RE: Storage array advice anyone?

  • From: DENNIS WILLIAMS <DWILLIAMS@xxxxxxxxxxxxx>
  • To: mzito@xxxxxxxxxxx, Oracle-L <oracle-l@xxxxxxxxxxxxx>
  • Date: Thu, 16 Dec 2004 15:50:46 -0600

Matthew - I've felt there is a need for a book on this topic for several
years. Judging by your posts on this list, you are just the person to write
it. I'm looking forward to your book.

Dennis Williams
Lifetouch, Inc.

-----Original Message-----
From: oracle-l-bounce@xxxxxxxxxxxxx [mailto:oracle-l-bounce@xxxxxxxxxxxxx]
On Behalf Of Matthew Zito
Sent: Thursday, December 16, 2004 12:54 AM
To: Oracle-L
Subject: Re: Storage array advice anyone?

This is the sort of issue that comes up often on oracle-l - in a 
nutshell, "Is raid 5 acceptable for database workloads".  There's a lot 
of great writing that has been done on the subject, but the tragedy is 
that a lot of it is very very old, and could stand a rewrite.  I cover 
some of these topics in my forthcoming storage book from o'reilly 
(*plug* *plug*), but my overall opinion is that if you can afford the 
utilization penalty for RAID-10, then you should take it every time.

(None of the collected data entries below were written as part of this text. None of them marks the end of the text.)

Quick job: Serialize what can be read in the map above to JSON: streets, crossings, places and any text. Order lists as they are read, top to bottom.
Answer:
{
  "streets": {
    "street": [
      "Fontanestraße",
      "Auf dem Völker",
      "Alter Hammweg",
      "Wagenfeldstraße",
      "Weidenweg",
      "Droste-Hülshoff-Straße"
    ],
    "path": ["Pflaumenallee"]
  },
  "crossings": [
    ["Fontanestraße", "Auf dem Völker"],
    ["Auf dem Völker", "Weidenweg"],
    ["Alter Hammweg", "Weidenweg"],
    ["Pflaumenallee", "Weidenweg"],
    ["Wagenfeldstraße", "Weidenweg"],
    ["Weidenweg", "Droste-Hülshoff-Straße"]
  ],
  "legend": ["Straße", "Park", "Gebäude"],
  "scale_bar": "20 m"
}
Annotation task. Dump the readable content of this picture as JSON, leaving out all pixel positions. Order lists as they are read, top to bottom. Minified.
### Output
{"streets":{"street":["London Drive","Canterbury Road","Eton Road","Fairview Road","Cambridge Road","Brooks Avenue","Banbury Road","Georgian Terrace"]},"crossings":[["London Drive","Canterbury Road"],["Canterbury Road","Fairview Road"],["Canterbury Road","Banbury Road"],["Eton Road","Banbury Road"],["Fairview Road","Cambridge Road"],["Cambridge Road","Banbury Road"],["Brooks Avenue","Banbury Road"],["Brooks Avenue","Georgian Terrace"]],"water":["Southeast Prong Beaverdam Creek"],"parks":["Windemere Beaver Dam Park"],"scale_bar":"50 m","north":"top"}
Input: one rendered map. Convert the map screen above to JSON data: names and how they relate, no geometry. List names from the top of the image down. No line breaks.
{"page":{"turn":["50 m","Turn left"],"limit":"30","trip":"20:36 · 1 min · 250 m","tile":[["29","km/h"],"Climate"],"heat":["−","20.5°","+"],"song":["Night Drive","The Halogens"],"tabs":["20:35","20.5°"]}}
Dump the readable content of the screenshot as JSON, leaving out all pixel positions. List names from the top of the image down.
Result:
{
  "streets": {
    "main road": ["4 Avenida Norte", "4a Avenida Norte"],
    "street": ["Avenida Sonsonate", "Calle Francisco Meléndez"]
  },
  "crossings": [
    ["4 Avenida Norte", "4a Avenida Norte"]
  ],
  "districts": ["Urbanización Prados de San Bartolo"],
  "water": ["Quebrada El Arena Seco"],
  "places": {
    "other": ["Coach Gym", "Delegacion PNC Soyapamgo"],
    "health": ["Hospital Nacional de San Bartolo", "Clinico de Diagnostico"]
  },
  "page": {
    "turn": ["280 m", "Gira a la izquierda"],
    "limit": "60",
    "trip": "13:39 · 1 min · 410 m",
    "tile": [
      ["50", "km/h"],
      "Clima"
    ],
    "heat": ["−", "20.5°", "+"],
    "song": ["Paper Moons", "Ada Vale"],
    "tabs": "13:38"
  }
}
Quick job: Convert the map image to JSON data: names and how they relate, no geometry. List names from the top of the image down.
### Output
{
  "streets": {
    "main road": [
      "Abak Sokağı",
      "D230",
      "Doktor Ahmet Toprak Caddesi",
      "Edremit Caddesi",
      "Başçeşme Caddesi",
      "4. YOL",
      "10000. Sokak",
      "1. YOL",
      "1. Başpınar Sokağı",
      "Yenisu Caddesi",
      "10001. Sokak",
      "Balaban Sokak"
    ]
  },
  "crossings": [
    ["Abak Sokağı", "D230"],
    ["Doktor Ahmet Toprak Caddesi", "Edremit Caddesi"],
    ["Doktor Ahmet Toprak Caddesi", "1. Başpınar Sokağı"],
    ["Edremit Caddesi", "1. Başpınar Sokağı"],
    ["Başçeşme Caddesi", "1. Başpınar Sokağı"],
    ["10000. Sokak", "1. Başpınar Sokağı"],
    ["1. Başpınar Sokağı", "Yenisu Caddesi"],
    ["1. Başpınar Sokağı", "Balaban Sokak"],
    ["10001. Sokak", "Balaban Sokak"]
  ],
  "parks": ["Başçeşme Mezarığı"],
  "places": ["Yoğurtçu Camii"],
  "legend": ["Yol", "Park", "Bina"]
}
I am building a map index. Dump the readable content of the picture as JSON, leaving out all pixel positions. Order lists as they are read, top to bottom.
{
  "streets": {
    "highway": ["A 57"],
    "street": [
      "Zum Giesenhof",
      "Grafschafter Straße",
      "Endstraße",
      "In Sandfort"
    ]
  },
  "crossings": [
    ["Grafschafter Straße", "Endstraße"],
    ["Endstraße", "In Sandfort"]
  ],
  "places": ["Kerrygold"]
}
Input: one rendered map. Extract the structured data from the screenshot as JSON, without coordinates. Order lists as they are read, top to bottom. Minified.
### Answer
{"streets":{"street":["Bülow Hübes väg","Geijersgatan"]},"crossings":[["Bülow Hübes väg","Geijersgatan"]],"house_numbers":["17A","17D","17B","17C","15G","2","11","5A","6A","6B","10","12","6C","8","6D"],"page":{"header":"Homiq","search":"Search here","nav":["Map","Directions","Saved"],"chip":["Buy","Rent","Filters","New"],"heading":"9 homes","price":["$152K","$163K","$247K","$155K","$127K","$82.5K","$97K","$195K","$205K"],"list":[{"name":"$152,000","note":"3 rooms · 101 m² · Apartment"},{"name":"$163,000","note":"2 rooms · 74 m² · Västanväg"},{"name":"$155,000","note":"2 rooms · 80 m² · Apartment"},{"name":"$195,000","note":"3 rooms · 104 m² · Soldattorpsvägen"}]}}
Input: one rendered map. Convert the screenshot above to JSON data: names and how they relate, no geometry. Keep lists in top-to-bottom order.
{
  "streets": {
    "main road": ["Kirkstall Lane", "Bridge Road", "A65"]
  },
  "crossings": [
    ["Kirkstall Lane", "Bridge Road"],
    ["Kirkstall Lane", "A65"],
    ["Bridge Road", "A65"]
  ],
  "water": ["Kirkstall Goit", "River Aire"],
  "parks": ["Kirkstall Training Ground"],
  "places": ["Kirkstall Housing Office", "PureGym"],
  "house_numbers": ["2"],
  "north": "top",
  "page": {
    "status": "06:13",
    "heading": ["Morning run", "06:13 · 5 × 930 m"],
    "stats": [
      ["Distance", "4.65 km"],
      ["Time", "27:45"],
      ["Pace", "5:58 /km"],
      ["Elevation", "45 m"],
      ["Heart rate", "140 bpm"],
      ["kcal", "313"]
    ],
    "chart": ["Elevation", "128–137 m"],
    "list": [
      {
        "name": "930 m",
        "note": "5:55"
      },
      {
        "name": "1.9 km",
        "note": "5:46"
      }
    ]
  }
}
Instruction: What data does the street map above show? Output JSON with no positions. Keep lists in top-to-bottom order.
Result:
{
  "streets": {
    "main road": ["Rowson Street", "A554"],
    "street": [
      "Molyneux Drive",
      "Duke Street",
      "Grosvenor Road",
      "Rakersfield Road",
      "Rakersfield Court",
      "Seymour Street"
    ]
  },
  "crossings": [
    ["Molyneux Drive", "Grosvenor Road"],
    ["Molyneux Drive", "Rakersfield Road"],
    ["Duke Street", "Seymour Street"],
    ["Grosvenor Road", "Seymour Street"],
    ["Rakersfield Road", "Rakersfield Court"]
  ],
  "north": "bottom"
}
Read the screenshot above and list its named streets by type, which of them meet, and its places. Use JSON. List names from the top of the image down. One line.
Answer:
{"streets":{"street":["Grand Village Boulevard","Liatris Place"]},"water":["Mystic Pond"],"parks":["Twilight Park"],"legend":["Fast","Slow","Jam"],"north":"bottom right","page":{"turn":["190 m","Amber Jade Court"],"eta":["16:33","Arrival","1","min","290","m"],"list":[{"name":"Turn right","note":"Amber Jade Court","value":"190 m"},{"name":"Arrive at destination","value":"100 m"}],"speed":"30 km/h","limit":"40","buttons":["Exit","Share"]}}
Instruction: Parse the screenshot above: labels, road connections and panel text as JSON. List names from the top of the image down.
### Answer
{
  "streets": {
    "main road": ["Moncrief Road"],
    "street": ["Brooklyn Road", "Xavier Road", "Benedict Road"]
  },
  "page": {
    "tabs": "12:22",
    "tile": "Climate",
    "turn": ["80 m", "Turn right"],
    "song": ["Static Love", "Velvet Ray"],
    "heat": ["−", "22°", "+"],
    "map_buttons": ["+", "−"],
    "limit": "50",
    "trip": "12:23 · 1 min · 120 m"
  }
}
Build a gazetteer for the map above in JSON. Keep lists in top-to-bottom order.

However, RAID-F is not the terrible thing its made out to be.  The 
things that, in my opinion, have significantly changed the landscape 
for parity-protected RAID levels:

-RAID-6 (aka RAID-DP) - basically adding an extra parity disk for very 
large RAID-5 sets to allow you to suffer three disk failures before 
data loss occurs (that is, data loss occurs on the third disk that 
-Virtualization/abstraction of storage objects - when the LUN you are 
sending I/Os to is comprised of chunks from 50 different spindles from 
10 different RAID-5 groups, the performance is excellent.  Another 
example of this is HSM allowing for infrequently used blocks to be 
"paged" out to RAID-5/6 devices with the high-performance blocks 
remaining on RAID-10.  Yet another example is "third-mirror" or BCV or 
Shadow Copy (whatever the vendor term of the week is) for a 
point-in-time copy of your database - but that addresses the 
recoverability issue, not so much the availability issue
-Predictive failure analysis - basically, most drives soft fail and 
throw errors before they hard fail (head crash, etc.).  More modern 
disk arrays will preemptively bring in a hot spare to replace a drive 
that has had more than a certain number of errors.  Reconstruction 
occurs directly from the dying disk until it is not responding properly 
-Hardware/ASIC based parity checksumming - performance improvement, 
plain and simple, due to pipelining and paralellization of parity 

There's really two arguments that seem to come up against RAID-F:

-Performance  - RAID-F is slow
-Availability - RAID-F is inherently less reliable

The performance argument simply doesn't stand up as an absolute 
anymore.  There's three reasons for that - RAID-5 implementations have 
gotten better, newer technologies like the ones I list above remove a 
lot of the shortcomings of RAID-5, and storage in general has gotten 
faster.  Many databases that I have seen were very carefully tuned for 
the specific array, best practices, logs and indexes and datafiles all 
on separate disks, etc. etc and would have been just as fast had they 
thrown everything onto one big volume and let the array sort it out.  
In fact, I see many organizations creating many small storage objects 
for various performance-driven purposes, when they were getting carved 
out of the same RAID group, rendering any benefit imaginary at best.  
RAID-5 may not always be as fast as RAID-10, but often it doesn't need 
to be.  Look at it this way - we'd all like to be running our databases 
on the biggest iron possible to improve performance, but we're forced 
to deal with the servers that are acceptable from a budgetary and 
management perspective.  The same is true of storage.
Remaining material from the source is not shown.